**Work item**
Show each line of the records below where the word "sans" occurs.

**Data extracts**
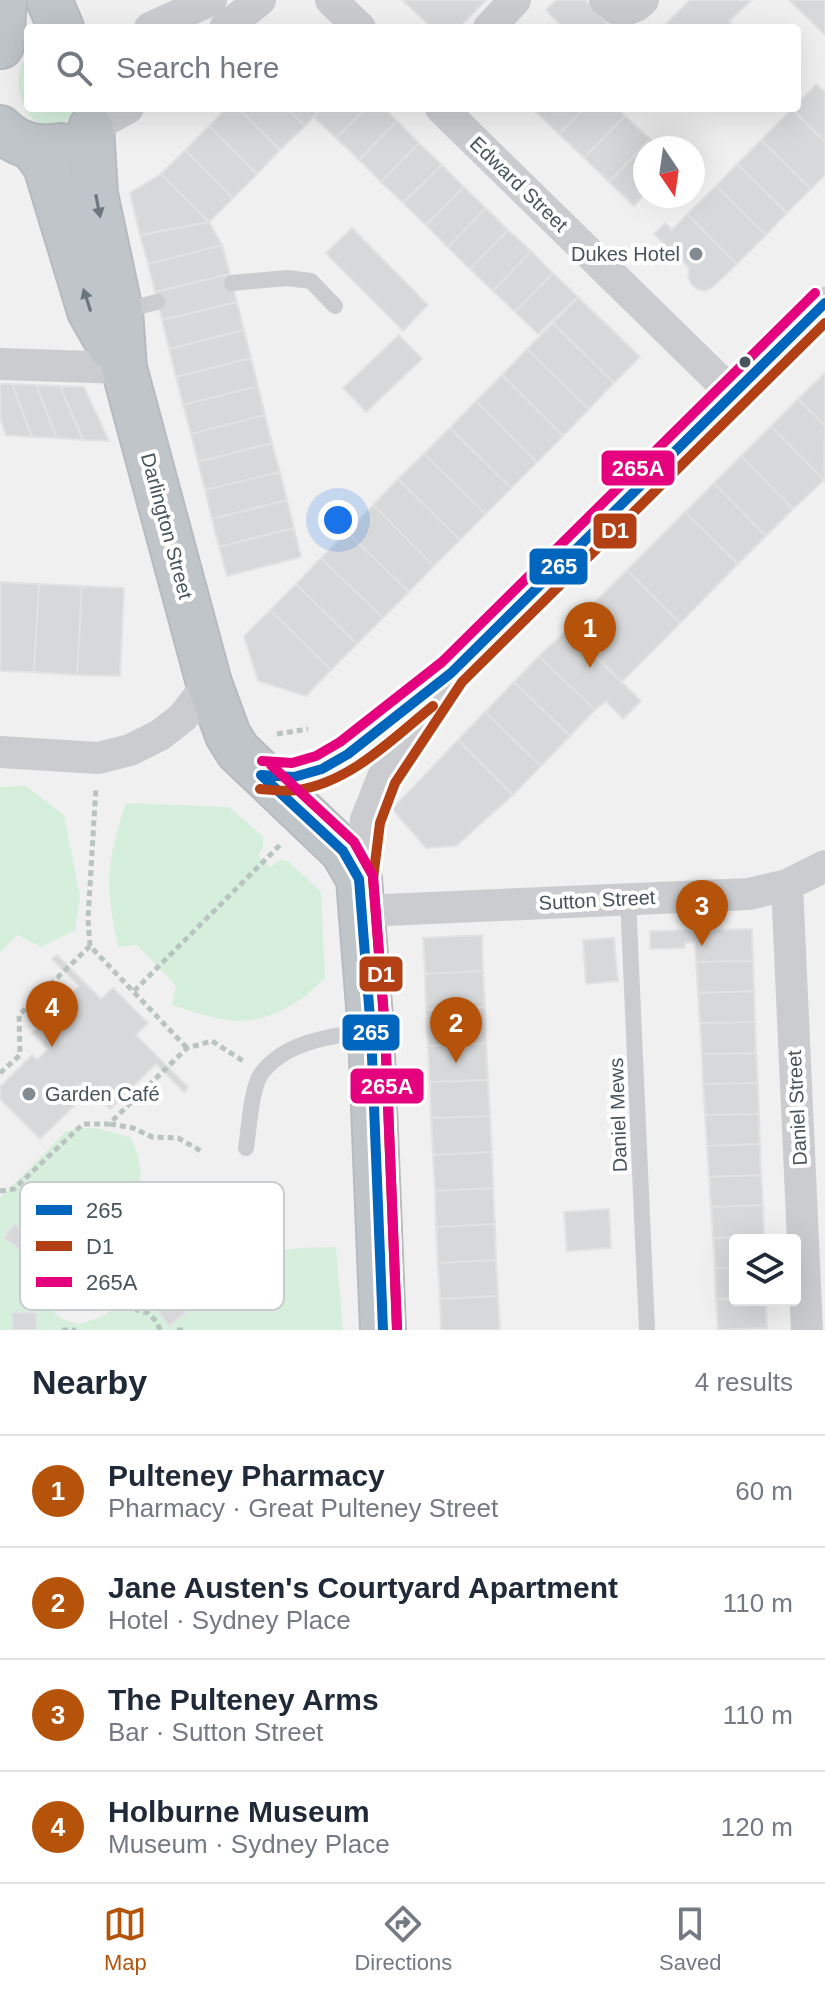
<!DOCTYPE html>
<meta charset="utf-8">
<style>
:root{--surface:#fff;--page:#f6f6f7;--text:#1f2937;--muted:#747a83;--line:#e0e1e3;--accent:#b45309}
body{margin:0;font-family:Helvetica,sans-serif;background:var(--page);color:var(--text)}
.controls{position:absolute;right:24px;bottom:24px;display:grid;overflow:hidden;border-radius:8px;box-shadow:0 8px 32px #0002}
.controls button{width:72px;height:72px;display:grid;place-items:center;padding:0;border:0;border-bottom:2px solid var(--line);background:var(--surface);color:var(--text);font:40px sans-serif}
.compass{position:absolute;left:633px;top:136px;width:72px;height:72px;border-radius:50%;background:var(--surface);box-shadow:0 8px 32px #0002;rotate:167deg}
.you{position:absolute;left:338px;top:520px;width:28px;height:28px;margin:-20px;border:6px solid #fff;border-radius:50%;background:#1a73e8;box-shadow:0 0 0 12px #1a73e833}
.badge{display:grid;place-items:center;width:52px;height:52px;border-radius:50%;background:var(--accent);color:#fff;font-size:26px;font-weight:700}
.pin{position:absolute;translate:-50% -66px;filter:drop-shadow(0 2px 4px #0008)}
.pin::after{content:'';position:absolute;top:42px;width:28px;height:24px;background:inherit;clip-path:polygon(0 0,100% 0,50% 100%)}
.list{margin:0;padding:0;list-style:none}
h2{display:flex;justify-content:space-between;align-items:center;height:104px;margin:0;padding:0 32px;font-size:34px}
h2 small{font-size:26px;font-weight:400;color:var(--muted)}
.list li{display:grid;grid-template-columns:52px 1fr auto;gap:24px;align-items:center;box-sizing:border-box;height:112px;padding:0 32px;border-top:2px solid var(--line)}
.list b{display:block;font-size:30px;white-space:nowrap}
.list p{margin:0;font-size:26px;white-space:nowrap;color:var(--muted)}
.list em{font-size:26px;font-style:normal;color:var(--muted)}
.icon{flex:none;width:44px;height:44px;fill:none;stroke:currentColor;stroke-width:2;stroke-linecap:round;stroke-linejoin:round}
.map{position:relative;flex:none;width:825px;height:1330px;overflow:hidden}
.search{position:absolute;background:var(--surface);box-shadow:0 8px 32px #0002;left:24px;right:24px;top:24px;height:88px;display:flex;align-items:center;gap:20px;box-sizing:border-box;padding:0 28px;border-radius:8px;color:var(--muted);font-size:30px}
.sheet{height:552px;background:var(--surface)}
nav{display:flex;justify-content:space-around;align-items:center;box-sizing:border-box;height:112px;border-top:2px solid var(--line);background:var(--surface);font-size:22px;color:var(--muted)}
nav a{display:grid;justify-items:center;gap:4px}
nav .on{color:var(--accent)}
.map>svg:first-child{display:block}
</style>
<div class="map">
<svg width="825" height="1330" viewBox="0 0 825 1330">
<rect width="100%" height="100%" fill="#f1f0f0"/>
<!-- green -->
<path fill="#d6efdd" d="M 28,55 L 28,108 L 78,108 C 41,162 0,87 28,55 Z
M 26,786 L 64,815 L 80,896 L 75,930 L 41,947 L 17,935 L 0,953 L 0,787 Z
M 126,803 L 229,807 L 263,836 L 263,848 L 258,855 L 270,867 L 281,860 L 288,861 L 321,892 L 325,979 C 316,985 310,993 301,999 C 252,1032 224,1022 172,1005 L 176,986 L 137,945 L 118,947 C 105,886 106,862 126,803 Z
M 78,1128 L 96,1128 L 130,1137 C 155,1183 133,1225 91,1250 L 107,1281 L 75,1293 L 40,1287 L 17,1278 L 62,1319 L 78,1324 L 99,1318 L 193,1260 L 301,1248 L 336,1247 L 343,1330 L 0,1330 L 0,1198 L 65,1132 Z"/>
<!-- building -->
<path fill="#d7d8d9" stroke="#e2e2e3" stroke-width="2" d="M 402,0 L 486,0 L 459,28 L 432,28 Z
M 556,0 L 585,0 L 612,28 L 563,28 L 546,10 Z
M 690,0 L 752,0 L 729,21 L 736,28 L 662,28 Z
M 789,0 L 825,0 L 825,35 Z
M 816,84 L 825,92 L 825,142 L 792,109 L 797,108 L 797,104 Z
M 227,108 L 238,108 L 280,150 L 257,174 L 209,126 Z
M 238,108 L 286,108 L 305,126 L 280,150 Z
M 286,108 L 322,108 L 305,126 Z
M 322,108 L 366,108 L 336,138 L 314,117 Z
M 366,108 L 384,108 L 397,121 L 359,160 L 336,138 Z
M 537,108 L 585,108 L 559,134 L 535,111 Z
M 585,108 L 617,108 L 625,116 L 584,158 L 559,134 Z
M 792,109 L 825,142 L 825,175 L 811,189 L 761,140 Z
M 625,116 L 650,139 L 609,182 L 584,158 Z
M 397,121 L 419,143 L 381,182 L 359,160 Z
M 209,126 L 257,174 L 233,198 L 185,150 Z
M 650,139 L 659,148 L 645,148 L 645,194 L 634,206 L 609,182 Z
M 761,140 L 811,189 L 787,213 L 737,164 Z
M 419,143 L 442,165 L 403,203 L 381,182 Z
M 185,150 L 233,198 L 209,222 L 161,174 Z
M 737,164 L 787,213 L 766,235 L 716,186 Z
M 442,165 L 464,187 L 426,225 L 403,203 Z
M 161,174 L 209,222 L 140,235 L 130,193 Z
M 716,186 L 766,235 L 737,264 L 687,214 Z
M 464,187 L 486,208 L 448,247 L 426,225 Z
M 486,208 L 508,230 L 470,269 L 448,247 Z
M 687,214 L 737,264 L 712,288 L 705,291 L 697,289 L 691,284 L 688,276 L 689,268 L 684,262 L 676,264 L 664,258 L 664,244 L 654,234 L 665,223 L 672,230 Z
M 209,222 L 222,245 L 148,264 L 140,235 Z
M 352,228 L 428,305 L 403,331 L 326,253 Z
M 508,230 L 531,251 L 493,291 L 470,269 Z
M 222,245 L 230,274 L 155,292 L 148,264 Z
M 531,251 L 553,273 L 515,312 L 493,291 Z
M 553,273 L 578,297 L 538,334 L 515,312 Z
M 230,274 L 237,302 L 162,320 L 155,292 Z
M 578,297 L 640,357 L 614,383 L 553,323 Z
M 237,302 L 244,330 L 169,349 L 162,320 Z
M 553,323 L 614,383 L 589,409 L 527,349 Z
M 244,330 L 251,358 L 176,377 L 169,349 Z
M 399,335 L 422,359 L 366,412 L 343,388 Z
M 527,349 L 589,409 L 563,436 L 502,375 Z
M 251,358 L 258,386 L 183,405 L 176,377 Z
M 825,373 L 825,426 L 798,399 Z
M 502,375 L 563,436 L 537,462 L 476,401 Z
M 0,384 L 12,384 L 32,437 L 6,435 L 0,418 Z
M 12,384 L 36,385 L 57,438 L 32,437 Z
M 36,385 L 60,386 L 83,440 L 57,438 Z
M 60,386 L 84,387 L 109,441 L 83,440 Z
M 258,386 L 265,415 L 191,434 L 183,405 Z
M 798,399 L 825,426 L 824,480 L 771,426 Z
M 476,401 L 537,462 L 511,488 L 450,428 Z
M 265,415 L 272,443 L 198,462 L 191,434 Z
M 771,426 L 824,480 L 793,509 L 741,456 Z
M 450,428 L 511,488 L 486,514 L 424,454 Z
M 272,443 L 280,472 L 205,490 L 198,462 Z
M 424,454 L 486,514 L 460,540 L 398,479 Z
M 741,456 L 793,509 L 766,536 L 714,483 Z
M 280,472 L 287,500 L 212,519 L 205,490 Z
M 398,479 L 460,540 L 434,566 L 373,505 Z
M 714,483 L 766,536 L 738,564 L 685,512 Z
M 287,500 L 294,528 L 219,547 L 212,519 Z
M 373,505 L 434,566 L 409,592 L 347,532 Z
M 685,512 L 738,564 L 680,623 L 627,570 Z
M 294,528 L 301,557 L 227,576 L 219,547 Z
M 347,532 L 409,592 L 383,618 L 321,558 Z
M 321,558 L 383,618 L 357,644 L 296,584 Z
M 627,570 L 680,623 L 622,682 L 568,629 Z
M 0,582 L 39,584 L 34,672 L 0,671 Z
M 39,584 L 82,586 L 77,675 L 34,672 Z
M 296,584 L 357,644 L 331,670 L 270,610 Z
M 82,586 L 124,588 L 120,676 L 77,675 Z
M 270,610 L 331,670 L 306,696 L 258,681 L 244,636 Z
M 568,629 L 641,701 L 623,719 L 606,701 L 595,710 L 539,656 Z
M 539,656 L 595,710 L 570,736 L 514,682 Z
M 514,682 L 570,736 L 541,766 L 485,712 Z
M 485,712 L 541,766 L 513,795 L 458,740 Z
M 458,740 L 513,795 L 456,846 L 426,848 L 392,809 Z
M 752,929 L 753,961 L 696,962 L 695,942 L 685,943 L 685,948 L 650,949 L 650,931 Z
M 482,935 L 483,971 L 425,974 L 423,938 Z
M 614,938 L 618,981 L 586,984 L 583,940 Z
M 57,955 L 101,999 L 113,988 L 148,1023 L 136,1035 L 188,1087 L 184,1092 L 156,1064 L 110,1109 L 83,1082 L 68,1096 L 76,1104 L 40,1139 L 0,1099 L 0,1087 L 32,1055 L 37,1060 L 48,1049 L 32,1033 L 79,986 L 52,959 Z
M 753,961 L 754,991 L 698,993 L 696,962 Z
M 483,971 L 485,1007 L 426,1010 L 425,974 Z
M 754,991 L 755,1022 L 700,1023 L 698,993 Z
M 485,1007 L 486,1043 L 428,1046 L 426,1010 Z
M 755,1022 L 756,1053 L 702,1054 L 700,1023 Z
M 486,1043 L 488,1080 L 430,1082 L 428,1046 Z
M 756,1053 L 758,1083 L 703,1084 L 702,1054 Z
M 488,1080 L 490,1116 L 431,1118 L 430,1082 Z
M 758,1083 L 759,1114 L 705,1115 L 703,1084 Z
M 759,1114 L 760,1144 L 707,1146 L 705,1115 Z
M 490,1116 L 492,1152 L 433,1155 L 431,1118 Z
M 760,1144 L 761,1175 L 709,1177 L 707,1146 Z
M 492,1152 L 493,1188 L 435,1191 L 433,1155 Z
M 761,1175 L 763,1205 L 711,1207 L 709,1177 Z
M 493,1188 L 495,1224 L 436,1227 L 435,1191 Z
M 763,1205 L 764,1236 L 713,1238 L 711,1207 Z
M 609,1209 L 611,1248 L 567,1251 L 564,1212 Z
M 14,1224 L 40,1244 L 30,1257 L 4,1238 Z
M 495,1224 L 496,1260 L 438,1263 L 436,1227 Z
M 764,1236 L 764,1240 L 735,1240 L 735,1268 L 715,1268 L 713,1238 Z
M 496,1260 L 498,1296 L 440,1299 L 438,1263 Z
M 715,1268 L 735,1268 L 735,1298 L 716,1299 Z
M 171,1293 L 186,1313 L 169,1326 L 154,1306 Z
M 498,1296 L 500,1330 L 441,1330 L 440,1299 Z
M 716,1299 L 766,1300 L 767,1328 L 718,1330 Z
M 36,1312 L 37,1330 L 13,1330 L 12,1313 Z"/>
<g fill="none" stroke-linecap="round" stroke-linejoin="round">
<defs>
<path id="trunk" d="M 49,0 L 61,28
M 1,46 L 4,0
M 0,128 C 18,146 37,150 62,146
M 91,128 L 95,194 L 120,311 L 124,368 L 209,683 L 228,735 L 238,751 L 343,851 L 359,879 L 371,1031 L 383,1330
M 32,147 L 46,166 L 90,311 L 110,346"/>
</defs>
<!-- trunk casing -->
<use href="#trunk" stroke="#b6bbbf" stroke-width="48"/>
<!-- path -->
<path stroke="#b9c4c0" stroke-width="5" stroke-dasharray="6 4" stroke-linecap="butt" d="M 277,734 L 308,729
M 90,946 L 88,919 L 96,787
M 134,991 L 280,845
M 0,1073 L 20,1055 L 19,1015 L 90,946 L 187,1048
M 110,1124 L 133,1128 L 152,1137 L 178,1138 L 201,1151
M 0,1191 L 14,1189 L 83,1124 L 109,1124 L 187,1048 L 212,1041 L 243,1061
M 62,1330 L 76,1330
M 160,1330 L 157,1322 L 148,1313 L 137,1310 L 107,1283 L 96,1263 C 106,1241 125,1242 135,1218 L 193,1214
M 177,1330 L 183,1330"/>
<!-- service -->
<path stroke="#cacccf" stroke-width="16" d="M 232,283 L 287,278 L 311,281 L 335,306
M 121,311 L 157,302
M 628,898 L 647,1330
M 246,1148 C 249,1129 251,1089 261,1074 C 285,1041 332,1036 368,1031"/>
<!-- minor -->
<path stroke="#cacccf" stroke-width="32" d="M 331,0 L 360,28
M 605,0 L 621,12 L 636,6 L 643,0
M 150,28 L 211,0
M 225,28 L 260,0
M 489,28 L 515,0
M 441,108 L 733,394
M 91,128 L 128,108
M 0,364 L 124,368
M 0,752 L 98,758 L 130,750 L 160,735 L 183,717 L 209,683
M 261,775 L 294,777 L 322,769 L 348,754 L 451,673 L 825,303
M 359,879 L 366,820 L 383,777 L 437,696
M 787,885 L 807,1330
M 363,911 L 749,894 L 787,885 L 825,866"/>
<!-- trunk -->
<use href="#trunk" stroke="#c0c5c9" stroke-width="44"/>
<defs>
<path id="bus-1" d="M 261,775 L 294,777 L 322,769 L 348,754 L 451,673 L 825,303
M 261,775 L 343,851 L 359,879 L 371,1031 L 383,1330"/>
<path id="bus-2" d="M 260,789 C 272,790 285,792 297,790 C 350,783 393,738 433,706
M 397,1329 L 385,1030 L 373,879 L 380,823 L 395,783 L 462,682 L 825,323"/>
<path id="bus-3" d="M 262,761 L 292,763 L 316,756 L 340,742 L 442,662 L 815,293
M 271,765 L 354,842 L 373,876 L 385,1030 L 397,1329"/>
</defs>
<!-- bus-1 casing -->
<use href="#bus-1" stroke="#fff" stroke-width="16"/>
<!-- bus-2 casing -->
<use href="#bus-2" stroke="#fff" stroke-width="16"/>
<!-- bus-3 casing -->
<use href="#bus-3" stroke="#fff" stroke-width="16"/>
<!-- bus-1 -->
<use href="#bus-1" stroke="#0065bd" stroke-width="10"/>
<!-- bus-2 -->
<use href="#bus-2" stroke="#b34014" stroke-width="10"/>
<!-- bus-3 -->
<use href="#bus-3" stroke="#e5007d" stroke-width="10"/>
</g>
<!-- one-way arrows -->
<defs><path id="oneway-solid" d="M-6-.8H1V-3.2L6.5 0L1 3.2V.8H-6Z" transform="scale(2)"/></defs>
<g fill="#6c767d">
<use href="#oneway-solid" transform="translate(98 206) rotate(79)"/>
<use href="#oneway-solid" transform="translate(87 300) rotate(-108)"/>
</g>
<!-- markers -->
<g fill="#838b90" stroke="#fff" stroke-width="3">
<circle cx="696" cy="254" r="8"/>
<circle cx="29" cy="1094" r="8"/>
</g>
<circle fill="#48545c" stroke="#fff" stroke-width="3" cx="745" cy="362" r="7"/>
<g text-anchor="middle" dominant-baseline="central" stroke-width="8" stroke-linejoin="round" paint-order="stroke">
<!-- street labels -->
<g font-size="20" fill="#48545c" stroke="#fff">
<text transform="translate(519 184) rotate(44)">Edward Street</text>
<text transform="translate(167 526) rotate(75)">Darlington Street</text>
<text transform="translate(597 900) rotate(-3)">Sutton Street</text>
<text transform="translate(797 1108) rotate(-93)">Daniel Street</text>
<text transform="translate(618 1115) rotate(-92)">Daniel Mews</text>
</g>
<!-- poi labels -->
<g font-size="20" fill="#48545c" stroke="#fff" text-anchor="end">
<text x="680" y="254">Dukes Hotel</text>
<text x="45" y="1094" text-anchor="start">Garden Café</text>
</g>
</g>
<!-- legend -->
<rect x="20" y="1182" width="264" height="128" rx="12" fill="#fff" stroke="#c8ccce" stroke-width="2"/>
<rect x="36" y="1205" width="36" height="10" fill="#0065bd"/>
<rect x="36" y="1241" width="36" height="10" fill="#b34014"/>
<rect x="36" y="1277" width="36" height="10" fill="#e5007d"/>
<g font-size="22" fill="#48545c">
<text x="86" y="1218">265</text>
<text x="86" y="1254">D1</text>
<text x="86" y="1290">265A</text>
</g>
<g stroke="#fff" stroke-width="3">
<rect x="600" y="449" width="76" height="38" rx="8" fill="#e5007d"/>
<rect x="592" y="512" width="46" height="38" rx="8" fill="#b34014"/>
<rect x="528" y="547" width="61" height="39" rx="8" fill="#0065bd"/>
<rect x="358" y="955" width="46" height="38" rx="8" fill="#b34014"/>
<rect x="341" y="1013" width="60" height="39" rx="8" fill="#0065bd"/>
<rect x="349" y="1067" width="76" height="38" rx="8" fill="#e5007d"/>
</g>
<g font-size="22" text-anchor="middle" font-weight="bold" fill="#fff">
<text x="638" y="476">265A</text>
<text x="615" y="538">D1</text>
<text x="559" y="574">265</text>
<text x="381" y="982">D1</text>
<text x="371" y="1040">265</text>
<text x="387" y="1094">265A</text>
</g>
</svg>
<div class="controls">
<button><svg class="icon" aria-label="layers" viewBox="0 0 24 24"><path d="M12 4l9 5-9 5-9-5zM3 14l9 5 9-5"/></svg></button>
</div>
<svg class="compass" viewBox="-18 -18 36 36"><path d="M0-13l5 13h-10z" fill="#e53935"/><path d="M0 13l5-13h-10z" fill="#747a83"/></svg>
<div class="you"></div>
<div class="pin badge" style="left:590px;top:668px">1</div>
<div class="pin badge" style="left:456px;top:1063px">2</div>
<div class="pin badge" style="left:702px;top:946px">3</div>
<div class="pin badge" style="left:52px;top:1047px">4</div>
<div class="search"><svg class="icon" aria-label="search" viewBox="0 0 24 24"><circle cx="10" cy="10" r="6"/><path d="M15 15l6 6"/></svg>Search here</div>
</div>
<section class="sheet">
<h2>Nearby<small>4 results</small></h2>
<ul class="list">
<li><span class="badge">1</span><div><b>Pulteney Pharmacy</b><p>Pharmacy · Great Pulteney Street</p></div><em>60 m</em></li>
<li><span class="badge">2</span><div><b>Jane Austen's Courtyard Apartment</b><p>Hotel · Sydney Place</p></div><em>110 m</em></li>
<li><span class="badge">3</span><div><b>The Pulteney Arms</b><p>Bar · Sutton Street</p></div><em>110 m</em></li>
<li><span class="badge">4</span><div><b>Holburne Museum</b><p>Museum · Sydney Place</p></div><em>120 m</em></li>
</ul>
</section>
<nav>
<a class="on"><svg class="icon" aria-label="map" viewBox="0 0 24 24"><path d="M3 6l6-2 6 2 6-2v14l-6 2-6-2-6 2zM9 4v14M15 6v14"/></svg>Map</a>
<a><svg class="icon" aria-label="directions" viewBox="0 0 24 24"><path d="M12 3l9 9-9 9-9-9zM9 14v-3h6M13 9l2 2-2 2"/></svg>Directions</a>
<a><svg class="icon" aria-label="saved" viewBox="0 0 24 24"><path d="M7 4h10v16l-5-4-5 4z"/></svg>Saved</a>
</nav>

**Output below**
body{margin:0;font-family:Helvetica,sans-serif;background:var(--page);color:var(--text)}
.controls button{width:72px;height:72px;display:grid;place-items:center;padding:0;border:0;border-bottom:2px solid var(--line);background:var(--surface);color:var(--text);font:40px sans-serif}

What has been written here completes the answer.